Ao pobre músico ambulante que tem na harpa um ganha-pão miserável e precário (inevitável é o reenvio àquela imagem de indigência e desespero irreparáveis que é o “O Homem do Realejo” da Viagem de Inverno de F. Schubert), não é dada outra escolha que não seja a de vaguear pelo mundo, à espera de que lhe saia a “boa sorte”: a flor azul que ele persegue passando de cidade em cidade, de charneca em charneca (as viagens de quem não tem dinheiro são desconfortáveis, pesadas. Nada de matas idílicas: o que ele enfrenta são o mau cheiro e a fria humidade dos pântanos).

Não nos é explicado, e não é possível decidir, se o harpista do poema pensa na flor azul dos poetas ou na dos camponeses: se é o encontro sublime com a arte ou um bocado de conforto material aquilo de que ele há tanto tempo, em vão, está à espera. Tanto pode ser um como o outro, porque a boa sorte do artista é ter inspiração, enquanto a boa sorte do pobre é alcançar a riqueza, e o harpista ambulante é duplamente necessitado. Será pedir demais querer ambas? O mais provável (a flor azul do milagre é negada ao homem comum) será não encontrar nenhuma das duas, continuar indigente e falhado, como a maioria dos artistas que, afinal, são vistos pelos outros (e por si próprios?) apenas como Taugenichts, mandriões bons-para-nada, segundo a irónica e agridoce autodefinição de Eichendorff na sua célebre novela.

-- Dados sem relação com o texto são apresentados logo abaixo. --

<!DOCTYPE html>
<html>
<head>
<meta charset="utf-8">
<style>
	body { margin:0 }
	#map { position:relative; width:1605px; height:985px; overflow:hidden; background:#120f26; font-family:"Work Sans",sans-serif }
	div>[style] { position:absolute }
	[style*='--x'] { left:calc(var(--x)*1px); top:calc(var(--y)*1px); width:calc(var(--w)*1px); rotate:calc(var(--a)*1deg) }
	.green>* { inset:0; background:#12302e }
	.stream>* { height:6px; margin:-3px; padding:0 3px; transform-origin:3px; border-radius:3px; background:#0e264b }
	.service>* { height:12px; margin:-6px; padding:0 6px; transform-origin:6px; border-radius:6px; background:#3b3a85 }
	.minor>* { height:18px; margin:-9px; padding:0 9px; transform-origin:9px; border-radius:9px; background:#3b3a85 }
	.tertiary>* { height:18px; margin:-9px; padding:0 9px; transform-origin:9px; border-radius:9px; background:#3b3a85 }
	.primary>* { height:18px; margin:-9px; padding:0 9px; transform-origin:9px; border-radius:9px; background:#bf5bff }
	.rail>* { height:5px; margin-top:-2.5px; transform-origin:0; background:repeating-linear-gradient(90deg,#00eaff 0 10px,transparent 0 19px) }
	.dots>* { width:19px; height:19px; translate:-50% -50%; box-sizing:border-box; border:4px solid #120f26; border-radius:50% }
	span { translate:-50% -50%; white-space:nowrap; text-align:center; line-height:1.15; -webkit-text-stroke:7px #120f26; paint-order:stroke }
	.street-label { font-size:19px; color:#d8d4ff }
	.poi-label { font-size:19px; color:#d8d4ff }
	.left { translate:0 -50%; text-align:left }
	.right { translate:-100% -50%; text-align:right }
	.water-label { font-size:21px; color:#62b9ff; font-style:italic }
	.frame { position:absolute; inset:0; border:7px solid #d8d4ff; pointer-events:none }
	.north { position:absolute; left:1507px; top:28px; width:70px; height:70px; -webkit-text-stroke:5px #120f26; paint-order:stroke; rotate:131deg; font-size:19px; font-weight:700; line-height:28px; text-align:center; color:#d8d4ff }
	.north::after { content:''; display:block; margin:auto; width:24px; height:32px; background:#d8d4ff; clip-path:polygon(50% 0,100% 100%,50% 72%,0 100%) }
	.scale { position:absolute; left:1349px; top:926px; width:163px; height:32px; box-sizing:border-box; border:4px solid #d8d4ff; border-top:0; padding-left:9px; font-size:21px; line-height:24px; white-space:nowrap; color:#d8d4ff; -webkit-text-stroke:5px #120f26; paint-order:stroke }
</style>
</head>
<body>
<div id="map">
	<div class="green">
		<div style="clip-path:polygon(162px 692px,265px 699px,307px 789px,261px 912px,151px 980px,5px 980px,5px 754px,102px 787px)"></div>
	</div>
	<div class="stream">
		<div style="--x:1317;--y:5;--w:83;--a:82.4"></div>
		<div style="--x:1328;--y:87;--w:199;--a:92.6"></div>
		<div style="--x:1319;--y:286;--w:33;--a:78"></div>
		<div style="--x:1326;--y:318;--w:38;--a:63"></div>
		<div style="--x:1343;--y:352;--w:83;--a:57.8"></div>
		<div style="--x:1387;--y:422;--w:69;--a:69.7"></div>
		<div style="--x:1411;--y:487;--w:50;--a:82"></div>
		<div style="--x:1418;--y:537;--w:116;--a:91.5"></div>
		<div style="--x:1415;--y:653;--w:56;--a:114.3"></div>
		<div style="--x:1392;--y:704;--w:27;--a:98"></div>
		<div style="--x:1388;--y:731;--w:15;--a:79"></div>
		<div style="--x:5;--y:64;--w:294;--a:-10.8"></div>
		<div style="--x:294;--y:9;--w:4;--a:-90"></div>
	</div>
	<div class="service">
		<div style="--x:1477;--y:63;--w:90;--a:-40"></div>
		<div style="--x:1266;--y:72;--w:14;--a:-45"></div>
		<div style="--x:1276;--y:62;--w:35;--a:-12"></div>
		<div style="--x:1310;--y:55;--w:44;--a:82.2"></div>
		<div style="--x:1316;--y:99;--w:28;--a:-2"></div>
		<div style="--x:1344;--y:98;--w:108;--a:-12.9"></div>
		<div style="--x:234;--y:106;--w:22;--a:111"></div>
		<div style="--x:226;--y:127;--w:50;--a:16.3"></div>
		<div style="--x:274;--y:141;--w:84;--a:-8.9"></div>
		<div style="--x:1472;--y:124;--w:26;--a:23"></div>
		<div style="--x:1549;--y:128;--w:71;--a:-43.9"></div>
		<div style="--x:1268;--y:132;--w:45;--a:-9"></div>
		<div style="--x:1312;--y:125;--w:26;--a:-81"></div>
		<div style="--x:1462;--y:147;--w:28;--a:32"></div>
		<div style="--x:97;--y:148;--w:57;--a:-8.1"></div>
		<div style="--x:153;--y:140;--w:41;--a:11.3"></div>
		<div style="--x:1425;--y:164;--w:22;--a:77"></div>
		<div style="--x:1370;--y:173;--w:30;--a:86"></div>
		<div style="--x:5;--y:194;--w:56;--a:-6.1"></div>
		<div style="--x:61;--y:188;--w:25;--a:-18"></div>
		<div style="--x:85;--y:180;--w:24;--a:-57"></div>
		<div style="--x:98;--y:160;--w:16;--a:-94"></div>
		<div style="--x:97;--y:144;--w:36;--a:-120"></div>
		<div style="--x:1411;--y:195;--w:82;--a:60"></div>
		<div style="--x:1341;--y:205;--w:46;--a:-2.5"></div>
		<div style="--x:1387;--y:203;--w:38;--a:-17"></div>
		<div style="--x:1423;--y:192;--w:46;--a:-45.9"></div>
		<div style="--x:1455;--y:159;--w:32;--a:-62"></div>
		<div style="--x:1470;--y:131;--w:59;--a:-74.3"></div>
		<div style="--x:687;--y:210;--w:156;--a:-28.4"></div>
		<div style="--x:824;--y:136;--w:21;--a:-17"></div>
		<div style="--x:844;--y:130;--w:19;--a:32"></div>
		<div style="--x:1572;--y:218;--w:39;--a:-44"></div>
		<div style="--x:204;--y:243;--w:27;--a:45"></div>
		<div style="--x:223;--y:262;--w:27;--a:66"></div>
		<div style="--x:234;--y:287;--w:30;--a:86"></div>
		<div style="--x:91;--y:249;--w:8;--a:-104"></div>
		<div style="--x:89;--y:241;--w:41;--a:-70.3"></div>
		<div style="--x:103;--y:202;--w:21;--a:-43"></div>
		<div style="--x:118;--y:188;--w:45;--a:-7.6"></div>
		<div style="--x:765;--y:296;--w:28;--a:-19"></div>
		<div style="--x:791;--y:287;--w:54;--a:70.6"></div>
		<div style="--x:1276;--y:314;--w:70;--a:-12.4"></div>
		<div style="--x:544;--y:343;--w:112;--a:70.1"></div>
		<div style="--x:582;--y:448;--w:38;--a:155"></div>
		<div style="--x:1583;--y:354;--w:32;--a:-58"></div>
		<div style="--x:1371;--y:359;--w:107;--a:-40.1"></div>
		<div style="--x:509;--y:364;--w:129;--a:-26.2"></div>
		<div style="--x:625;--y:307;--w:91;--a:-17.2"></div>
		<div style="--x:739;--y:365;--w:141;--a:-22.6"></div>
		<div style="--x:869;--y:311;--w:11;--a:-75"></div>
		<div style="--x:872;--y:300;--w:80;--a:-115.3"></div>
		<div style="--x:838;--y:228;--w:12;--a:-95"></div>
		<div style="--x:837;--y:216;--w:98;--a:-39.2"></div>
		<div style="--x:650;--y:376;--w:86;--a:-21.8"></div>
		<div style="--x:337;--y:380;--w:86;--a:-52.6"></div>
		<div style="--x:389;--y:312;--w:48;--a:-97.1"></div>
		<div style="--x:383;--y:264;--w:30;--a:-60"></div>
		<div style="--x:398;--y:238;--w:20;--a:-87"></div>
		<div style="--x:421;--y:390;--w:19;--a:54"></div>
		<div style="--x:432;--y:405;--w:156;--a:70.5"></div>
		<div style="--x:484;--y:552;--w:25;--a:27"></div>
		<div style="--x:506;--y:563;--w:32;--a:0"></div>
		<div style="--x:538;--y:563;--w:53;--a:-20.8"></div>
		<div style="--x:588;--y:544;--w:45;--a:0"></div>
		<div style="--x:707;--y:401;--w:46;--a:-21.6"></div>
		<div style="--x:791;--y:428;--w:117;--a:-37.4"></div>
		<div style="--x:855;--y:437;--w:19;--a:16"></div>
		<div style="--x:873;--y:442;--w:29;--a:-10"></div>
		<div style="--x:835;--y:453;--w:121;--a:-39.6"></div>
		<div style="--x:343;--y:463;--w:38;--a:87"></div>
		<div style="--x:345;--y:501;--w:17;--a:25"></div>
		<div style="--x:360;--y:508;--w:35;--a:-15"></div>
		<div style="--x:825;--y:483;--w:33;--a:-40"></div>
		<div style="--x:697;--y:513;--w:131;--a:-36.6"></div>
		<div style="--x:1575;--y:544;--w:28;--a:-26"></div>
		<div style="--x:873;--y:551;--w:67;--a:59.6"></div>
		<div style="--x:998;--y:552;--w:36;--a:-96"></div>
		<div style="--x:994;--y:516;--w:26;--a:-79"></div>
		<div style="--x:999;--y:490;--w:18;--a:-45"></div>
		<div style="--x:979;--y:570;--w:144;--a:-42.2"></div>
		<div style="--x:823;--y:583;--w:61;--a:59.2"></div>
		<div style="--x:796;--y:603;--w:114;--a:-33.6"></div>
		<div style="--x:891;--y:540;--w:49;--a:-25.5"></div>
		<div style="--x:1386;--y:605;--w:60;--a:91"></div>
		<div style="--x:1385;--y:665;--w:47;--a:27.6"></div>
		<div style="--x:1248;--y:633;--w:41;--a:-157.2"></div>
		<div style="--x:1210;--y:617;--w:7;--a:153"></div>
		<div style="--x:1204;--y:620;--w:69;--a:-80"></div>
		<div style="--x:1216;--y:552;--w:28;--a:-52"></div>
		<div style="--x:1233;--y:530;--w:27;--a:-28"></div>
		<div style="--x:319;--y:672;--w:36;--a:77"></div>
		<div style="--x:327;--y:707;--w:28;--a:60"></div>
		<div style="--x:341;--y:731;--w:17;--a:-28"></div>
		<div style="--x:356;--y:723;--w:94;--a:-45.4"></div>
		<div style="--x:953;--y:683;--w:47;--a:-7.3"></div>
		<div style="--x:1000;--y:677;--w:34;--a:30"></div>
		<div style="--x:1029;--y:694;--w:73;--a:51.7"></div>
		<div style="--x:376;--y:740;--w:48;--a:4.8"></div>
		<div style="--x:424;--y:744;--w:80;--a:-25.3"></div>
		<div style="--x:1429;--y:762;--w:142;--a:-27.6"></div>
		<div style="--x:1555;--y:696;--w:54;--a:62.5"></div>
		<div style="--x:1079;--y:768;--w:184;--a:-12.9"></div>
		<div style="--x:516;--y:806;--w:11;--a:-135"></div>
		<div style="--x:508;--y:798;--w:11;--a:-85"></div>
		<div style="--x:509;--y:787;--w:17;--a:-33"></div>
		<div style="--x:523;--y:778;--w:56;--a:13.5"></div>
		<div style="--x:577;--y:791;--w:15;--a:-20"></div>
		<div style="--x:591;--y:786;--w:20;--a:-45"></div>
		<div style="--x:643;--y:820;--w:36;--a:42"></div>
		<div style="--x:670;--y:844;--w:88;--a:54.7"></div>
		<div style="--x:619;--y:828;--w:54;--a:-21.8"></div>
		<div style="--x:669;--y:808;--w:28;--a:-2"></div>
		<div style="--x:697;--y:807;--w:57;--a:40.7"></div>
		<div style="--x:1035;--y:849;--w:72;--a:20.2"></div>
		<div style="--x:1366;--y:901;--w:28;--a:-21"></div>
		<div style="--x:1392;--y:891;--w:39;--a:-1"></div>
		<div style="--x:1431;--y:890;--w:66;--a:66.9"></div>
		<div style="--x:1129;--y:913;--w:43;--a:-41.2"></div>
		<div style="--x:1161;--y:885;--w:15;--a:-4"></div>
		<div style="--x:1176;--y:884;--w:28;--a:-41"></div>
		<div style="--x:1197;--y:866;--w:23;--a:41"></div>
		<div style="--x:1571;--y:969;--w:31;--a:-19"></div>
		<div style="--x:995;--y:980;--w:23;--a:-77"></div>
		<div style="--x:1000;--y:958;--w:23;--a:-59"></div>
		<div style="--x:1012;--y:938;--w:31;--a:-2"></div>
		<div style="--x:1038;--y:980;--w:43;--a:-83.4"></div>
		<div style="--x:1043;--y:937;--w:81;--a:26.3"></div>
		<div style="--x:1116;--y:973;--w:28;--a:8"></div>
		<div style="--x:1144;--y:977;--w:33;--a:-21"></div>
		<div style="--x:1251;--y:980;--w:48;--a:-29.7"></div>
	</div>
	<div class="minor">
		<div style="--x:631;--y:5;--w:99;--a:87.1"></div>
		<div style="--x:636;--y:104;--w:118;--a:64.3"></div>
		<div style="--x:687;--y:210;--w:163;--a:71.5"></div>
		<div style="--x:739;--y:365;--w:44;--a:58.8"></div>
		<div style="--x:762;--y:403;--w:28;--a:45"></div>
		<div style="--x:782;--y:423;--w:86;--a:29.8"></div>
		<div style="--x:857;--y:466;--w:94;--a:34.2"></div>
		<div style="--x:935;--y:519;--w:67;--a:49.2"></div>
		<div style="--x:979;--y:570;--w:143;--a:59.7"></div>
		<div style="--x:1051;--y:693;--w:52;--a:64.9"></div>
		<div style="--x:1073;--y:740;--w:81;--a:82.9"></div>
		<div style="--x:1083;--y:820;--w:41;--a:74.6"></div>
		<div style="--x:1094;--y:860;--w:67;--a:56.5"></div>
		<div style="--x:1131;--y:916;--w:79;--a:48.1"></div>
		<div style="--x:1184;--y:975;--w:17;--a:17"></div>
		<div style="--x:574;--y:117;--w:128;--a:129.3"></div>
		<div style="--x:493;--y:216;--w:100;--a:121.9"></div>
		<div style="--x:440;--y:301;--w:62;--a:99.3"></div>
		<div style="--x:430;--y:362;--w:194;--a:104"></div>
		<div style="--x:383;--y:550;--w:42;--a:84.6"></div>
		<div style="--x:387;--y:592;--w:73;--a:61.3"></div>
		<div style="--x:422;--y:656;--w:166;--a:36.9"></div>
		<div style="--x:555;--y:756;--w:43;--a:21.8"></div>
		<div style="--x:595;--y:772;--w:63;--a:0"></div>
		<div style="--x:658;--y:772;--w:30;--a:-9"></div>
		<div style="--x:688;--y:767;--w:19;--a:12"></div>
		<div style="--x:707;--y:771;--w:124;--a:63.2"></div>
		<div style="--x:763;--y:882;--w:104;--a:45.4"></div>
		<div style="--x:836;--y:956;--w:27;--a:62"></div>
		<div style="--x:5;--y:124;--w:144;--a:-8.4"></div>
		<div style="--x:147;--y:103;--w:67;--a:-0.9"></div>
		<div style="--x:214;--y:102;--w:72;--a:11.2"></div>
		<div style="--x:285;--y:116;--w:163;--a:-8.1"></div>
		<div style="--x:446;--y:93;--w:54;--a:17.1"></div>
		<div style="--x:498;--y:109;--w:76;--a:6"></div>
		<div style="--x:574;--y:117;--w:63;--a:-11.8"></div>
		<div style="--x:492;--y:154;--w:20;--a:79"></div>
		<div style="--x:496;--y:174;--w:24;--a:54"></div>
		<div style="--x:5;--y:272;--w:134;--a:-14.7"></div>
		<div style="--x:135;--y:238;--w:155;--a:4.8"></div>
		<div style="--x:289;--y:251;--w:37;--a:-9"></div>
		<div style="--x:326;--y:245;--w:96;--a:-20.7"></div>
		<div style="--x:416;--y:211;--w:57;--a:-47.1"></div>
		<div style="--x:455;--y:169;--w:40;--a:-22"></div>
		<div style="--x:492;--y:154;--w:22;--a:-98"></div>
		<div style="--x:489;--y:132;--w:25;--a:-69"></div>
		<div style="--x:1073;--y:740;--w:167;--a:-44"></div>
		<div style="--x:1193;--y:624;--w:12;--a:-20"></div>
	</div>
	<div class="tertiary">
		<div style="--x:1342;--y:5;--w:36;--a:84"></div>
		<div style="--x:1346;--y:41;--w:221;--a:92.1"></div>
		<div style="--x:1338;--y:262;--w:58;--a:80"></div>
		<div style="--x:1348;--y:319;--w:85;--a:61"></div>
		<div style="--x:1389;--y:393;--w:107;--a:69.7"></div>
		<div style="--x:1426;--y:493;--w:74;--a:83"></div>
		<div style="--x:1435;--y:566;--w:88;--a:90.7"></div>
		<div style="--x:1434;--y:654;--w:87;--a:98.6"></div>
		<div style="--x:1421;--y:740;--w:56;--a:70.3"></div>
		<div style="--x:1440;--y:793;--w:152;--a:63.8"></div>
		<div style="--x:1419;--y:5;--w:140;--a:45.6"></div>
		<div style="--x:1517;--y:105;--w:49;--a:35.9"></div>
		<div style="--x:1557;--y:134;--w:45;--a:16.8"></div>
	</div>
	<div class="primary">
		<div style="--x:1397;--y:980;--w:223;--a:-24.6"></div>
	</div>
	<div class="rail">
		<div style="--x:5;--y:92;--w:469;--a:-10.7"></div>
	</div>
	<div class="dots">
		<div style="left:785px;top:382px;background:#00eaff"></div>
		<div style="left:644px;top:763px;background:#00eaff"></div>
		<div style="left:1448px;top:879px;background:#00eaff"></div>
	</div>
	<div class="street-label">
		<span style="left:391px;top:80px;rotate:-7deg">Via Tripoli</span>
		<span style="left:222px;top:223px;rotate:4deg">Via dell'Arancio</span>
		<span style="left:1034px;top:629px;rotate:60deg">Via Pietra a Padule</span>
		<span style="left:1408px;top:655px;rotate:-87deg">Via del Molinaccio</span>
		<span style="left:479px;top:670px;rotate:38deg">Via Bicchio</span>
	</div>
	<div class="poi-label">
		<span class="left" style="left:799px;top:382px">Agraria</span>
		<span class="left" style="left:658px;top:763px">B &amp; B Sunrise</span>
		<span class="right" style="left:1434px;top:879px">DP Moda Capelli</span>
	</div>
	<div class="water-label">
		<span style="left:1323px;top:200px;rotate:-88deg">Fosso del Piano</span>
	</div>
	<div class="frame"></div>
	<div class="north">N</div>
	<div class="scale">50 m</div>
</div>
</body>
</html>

Que o leitor não consiga decidir qual é a opção do autor, eis a vitória do poeta. Afinal, a poesia não fará outra coisa que não pôr as pessoas a vaguear atrás de algo que não se sabe bem o que é, mas que é obsessão comum e duradoura na própria inconsistência de símbolo. O milagre do bom poeta, a sua “boa sorte”, é encontrar uma imagem indecifrável e inesquecível que se torne motor de busca poderoso de um objeto inalcançável por não existir senão como imagem de si mesmo.

Este paradoxo foi memoravelmente descrito por Hitchcock, quando explicou, em relação ao cinema – mas podia estar a falar de poesia -, que para ter uma boa história não chega o enredo (assim como para ter um bom poema não chegam as ideias), mas é preciso ter um MacGuffin*: um falcão maltês, uma flor azul, um pacote na bagageira...

 

*Absolutamente a não confundir com um Red Herring, que é o pecado capital do mau poeta.

 

Teresa Bartolomei


Teresa Bartolomei: Italiana, casou com um português por causa de Alemanha maior, o que a levou ao limite “onde a terra se acaba e o mar começa”. Gostando de limites porque dão forma, procura testá-los nos textos em que a palavra não é meio mas fim, dentro do qual o ruído se acaba e o sentido começa.